### What is required
Within the data that follows, set down exactly the lines from the one containing "729px,79px 742px,67px 790px,0" through the one containing "1200px,641px 1223px,622px 1250px,594px", both ends included.

__________

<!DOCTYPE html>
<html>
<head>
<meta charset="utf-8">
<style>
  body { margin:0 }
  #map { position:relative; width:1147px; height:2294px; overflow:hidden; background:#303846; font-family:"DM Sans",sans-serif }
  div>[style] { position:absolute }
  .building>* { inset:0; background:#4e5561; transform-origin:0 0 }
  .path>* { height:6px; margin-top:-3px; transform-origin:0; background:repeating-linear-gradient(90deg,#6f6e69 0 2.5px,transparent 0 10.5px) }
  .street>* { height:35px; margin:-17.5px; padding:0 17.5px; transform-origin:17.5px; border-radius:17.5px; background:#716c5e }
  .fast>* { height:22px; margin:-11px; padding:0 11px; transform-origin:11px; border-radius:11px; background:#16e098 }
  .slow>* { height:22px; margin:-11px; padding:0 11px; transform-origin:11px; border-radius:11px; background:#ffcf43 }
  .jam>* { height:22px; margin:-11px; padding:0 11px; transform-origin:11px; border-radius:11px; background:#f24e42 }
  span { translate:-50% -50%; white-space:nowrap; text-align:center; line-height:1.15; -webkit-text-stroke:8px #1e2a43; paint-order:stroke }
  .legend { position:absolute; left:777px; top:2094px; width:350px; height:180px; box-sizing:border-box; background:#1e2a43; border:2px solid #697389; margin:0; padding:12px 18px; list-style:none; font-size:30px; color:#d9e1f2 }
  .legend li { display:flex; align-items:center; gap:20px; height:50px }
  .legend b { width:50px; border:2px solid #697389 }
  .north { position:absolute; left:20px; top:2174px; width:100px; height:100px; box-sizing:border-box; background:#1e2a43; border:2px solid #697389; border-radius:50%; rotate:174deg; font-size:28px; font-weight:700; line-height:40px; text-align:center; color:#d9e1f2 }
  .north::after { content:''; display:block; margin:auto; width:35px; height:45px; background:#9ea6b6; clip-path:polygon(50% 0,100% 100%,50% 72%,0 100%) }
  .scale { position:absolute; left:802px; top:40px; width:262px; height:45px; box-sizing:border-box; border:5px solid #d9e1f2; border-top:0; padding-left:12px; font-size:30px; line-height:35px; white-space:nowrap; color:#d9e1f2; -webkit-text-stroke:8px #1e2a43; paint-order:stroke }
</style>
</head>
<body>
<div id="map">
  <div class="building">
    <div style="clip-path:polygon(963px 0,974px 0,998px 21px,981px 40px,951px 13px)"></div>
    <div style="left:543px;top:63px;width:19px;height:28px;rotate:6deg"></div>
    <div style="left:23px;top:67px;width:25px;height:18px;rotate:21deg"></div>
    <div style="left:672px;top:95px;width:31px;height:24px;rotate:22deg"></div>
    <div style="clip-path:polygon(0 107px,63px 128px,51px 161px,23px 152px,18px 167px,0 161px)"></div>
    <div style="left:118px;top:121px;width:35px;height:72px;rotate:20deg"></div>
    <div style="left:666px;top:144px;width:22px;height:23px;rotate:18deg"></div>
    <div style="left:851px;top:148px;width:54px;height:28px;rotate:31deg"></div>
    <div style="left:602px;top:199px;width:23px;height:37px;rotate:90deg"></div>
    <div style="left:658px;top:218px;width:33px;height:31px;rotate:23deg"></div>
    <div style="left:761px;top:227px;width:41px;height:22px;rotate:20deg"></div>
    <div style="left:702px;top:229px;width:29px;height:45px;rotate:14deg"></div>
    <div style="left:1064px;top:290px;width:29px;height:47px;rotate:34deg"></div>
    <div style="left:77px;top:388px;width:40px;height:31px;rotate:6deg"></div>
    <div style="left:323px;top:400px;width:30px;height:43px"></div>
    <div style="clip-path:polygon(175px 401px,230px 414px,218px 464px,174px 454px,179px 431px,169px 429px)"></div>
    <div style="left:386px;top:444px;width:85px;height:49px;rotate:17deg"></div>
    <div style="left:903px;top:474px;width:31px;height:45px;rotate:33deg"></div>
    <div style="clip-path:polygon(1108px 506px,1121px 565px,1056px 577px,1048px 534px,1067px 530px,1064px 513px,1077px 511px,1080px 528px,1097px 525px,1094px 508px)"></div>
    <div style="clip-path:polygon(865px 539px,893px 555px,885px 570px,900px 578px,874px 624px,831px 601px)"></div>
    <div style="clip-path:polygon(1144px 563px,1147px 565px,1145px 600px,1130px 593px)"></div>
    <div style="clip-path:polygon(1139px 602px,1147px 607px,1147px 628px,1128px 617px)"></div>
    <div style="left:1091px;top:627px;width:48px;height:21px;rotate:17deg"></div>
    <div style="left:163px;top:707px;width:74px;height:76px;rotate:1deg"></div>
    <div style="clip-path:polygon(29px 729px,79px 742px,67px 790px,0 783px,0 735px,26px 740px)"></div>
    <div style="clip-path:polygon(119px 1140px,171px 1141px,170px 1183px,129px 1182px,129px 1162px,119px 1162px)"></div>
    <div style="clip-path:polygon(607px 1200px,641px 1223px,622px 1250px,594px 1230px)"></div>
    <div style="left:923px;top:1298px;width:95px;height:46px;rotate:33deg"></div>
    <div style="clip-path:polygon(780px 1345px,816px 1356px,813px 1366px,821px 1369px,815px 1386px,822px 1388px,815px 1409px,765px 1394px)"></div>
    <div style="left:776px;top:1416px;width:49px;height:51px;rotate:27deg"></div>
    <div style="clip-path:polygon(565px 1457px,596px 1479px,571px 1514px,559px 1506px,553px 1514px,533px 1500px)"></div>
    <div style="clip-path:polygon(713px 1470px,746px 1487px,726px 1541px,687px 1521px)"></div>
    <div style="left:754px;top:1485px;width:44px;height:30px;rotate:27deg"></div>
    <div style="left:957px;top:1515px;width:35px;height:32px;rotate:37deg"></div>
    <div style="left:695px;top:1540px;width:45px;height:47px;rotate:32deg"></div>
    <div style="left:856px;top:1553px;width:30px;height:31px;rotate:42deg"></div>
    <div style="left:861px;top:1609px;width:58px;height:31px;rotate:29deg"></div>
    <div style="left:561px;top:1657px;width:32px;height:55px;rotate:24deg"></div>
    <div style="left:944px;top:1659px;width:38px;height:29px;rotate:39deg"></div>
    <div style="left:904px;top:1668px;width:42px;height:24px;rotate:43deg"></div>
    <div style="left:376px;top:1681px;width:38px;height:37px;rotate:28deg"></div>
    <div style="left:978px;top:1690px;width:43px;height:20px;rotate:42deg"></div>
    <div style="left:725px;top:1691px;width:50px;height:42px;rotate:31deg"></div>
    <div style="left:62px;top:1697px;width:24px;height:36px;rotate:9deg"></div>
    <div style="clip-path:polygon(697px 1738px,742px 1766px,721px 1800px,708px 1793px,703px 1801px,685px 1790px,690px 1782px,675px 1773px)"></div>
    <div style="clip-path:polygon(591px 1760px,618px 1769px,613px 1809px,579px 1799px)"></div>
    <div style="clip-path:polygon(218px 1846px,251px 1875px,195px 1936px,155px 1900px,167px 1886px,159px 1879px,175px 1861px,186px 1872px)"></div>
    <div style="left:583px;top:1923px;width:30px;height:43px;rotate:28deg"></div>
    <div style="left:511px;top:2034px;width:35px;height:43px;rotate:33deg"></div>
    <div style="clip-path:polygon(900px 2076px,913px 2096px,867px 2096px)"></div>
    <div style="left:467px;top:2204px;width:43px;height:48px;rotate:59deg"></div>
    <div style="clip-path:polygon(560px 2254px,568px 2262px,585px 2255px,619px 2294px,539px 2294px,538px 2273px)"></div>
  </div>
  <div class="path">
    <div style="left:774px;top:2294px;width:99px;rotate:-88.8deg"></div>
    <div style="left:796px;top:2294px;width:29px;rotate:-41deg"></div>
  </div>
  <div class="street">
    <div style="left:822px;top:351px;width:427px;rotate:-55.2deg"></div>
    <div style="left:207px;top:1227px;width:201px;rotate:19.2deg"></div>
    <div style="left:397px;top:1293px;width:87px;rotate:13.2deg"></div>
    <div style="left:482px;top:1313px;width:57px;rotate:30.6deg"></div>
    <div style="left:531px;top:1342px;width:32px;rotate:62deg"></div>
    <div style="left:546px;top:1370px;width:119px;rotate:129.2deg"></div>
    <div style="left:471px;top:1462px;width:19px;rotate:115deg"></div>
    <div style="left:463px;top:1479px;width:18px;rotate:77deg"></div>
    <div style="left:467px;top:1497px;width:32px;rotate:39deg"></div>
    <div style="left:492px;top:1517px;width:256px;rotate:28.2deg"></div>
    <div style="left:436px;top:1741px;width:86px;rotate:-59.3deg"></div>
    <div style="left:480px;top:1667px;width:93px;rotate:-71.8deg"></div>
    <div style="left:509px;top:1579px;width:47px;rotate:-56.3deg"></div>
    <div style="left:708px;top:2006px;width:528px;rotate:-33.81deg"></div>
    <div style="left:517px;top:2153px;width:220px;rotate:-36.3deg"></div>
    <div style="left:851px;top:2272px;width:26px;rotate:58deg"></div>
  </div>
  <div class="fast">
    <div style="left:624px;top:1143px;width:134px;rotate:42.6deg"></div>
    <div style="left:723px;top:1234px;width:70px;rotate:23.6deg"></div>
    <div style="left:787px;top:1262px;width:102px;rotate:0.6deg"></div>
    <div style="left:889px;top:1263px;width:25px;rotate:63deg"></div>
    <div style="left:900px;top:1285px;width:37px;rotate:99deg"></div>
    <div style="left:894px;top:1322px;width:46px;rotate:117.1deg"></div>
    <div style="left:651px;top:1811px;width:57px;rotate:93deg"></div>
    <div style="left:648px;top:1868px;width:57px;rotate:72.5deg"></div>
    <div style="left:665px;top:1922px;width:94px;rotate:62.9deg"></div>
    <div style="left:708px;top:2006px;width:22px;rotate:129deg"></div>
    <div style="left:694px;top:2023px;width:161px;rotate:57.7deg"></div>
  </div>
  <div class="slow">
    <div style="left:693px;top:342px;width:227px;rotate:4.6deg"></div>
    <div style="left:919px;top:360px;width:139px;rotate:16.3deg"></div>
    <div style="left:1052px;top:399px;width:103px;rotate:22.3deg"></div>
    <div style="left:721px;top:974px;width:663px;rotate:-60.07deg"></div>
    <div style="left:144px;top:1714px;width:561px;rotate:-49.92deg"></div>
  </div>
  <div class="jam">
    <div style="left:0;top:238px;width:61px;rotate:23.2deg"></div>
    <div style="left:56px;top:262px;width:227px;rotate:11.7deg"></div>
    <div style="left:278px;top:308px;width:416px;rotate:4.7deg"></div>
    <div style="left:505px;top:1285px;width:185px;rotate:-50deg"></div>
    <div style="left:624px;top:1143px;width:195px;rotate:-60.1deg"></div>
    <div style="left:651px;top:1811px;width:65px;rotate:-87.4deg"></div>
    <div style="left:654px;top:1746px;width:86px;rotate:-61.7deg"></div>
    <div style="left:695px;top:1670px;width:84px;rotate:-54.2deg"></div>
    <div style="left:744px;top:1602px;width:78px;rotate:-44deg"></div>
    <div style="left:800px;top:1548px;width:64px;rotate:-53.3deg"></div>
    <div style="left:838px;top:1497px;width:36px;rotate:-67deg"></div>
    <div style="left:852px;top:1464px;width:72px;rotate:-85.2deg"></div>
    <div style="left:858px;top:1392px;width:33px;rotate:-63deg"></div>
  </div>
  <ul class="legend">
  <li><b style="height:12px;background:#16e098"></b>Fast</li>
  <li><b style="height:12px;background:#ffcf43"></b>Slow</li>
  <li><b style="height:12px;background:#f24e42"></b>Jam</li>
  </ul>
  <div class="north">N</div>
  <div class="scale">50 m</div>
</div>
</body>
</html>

__________

### Task response
    <div style="clip-path:polygon(29px 729px,79px 742px,67px 790px,0 783px,0 735px,26px 740px)"></div>
    <div style="clip-path:polygon(119px 1140px,171px 1141px,170px 1183px,129px 1182px,129px 1162px,119px 1162px)"></div>
    <div style="clip-path:polygon(607px 1200px,641px 1223px,622px 1250px,594px 1230px)"></div>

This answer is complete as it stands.